The city opened the sandbag operation in a large city garage where three sandbag machines called spiders produce as many as 18,000 sandbags per hour.

The machines automatically distribute the correct amount of sand down a series of tubes, filling bags held by volunteers. As bags are filled they are stacked on pallets, loaded on trucks and moved to storage areas.

Loading sand
First, sand is loaded from a pile outside to a bin connected to a conveyer belt. Fargo plans to fill 1 million sandbags in the next 10 days; half for use in the city and half for use in rural areas nearby.
MPR Photo/Nathaniel Minor

"It's so organized. Do we get good after four floods in five years? Probably, said Fargo Mayor Dennis Walaker, praising the efficient operation run by city staff and volunteers. "But it's good to see all the activity."

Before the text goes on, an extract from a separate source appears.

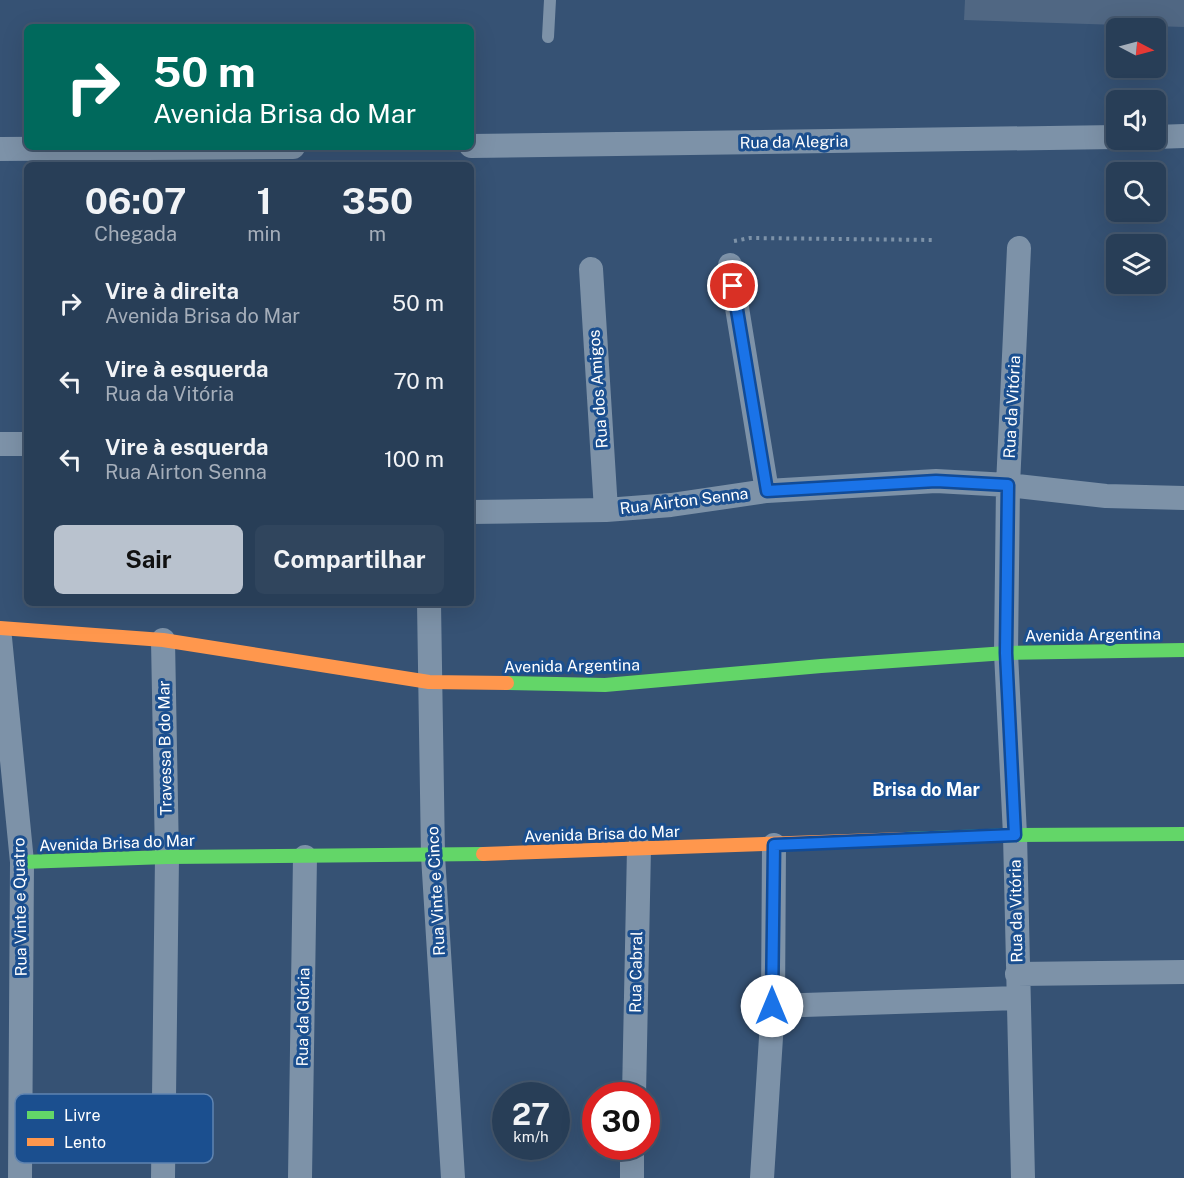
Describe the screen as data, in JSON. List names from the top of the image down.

"We have three sandbag machines operating in here right now," said Bruce Grubb, who manages the sandbag operation. "Each of them have the ability to produce about 6,000 sandbags an hour."

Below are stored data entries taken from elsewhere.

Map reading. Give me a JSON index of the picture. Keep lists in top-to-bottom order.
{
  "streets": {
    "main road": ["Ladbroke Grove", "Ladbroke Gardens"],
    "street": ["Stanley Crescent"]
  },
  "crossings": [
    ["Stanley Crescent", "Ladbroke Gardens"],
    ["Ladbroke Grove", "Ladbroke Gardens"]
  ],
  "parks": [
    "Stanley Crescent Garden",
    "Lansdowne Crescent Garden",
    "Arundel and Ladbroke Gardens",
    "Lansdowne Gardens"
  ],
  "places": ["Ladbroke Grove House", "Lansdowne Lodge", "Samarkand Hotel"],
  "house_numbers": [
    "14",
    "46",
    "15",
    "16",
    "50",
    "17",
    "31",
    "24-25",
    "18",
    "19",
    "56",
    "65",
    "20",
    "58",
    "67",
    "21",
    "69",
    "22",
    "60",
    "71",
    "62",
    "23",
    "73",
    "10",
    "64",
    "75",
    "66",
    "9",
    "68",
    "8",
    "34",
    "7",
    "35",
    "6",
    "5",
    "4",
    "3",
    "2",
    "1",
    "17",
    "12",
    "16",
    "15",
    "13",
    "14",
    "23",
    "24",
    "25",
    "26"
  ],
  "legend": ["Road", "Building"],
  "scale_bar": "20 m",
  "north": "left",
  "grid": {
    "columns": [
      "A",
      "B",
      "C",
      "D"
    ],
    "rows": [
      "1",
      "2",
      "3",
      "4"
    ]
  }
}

While sandbag operations are in high gear in Fargo, it's quiet across the river in Moorhead, where volunteers are not filling any sandbags.

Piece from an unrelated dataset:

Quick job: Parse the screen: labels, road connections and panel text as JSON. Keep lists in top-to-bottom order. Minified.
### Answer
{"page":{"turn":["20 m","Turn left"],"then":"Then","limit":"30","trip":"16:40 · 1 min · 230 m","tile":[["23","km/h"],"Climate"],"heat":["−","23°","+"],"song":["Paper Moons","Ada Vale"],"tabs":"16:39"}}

Moorhead has about 400,000 sandbags left over from the 2011 flood. City manager Michael Redlinger said that amount should be more than enough for even the National Weather Service's worst-case flood.

Fargo also has sandbags in storage, left over from the 2011 flood. The city will fill enough sandbags to be prepared for the worst-case scenario in the current National Weather Service flood outlook, a flood similar to the record-setting 40.8 foot river level in 2009.

Even at that level, Fargo would need far fewer sandbags than were used in 2009. About 2.5 million sandbags were used to protect Fargo homes in 2009, but a similar river level this year would require an estimated 980,000 sandbags.

During the 2009 flood, Moorhead used 1.9 million sandbags to protect homes. The same river level this year would require about 360,000 sandbags.

More than 200 homes near the Red River have been purchased since 2009. In some flood-prone neighborhoods, all of the homes where volunteers stacked thousands of sandbags in 2009 are now gone, replaced by permanent earthen levees.

In 2009, Fargo constructed 46 miles of emergency protection, including earthen levees on streets and sandbag dikes in backyards. For the same river level this year, city engineers estimate 16 miles of emergency protection would be needed.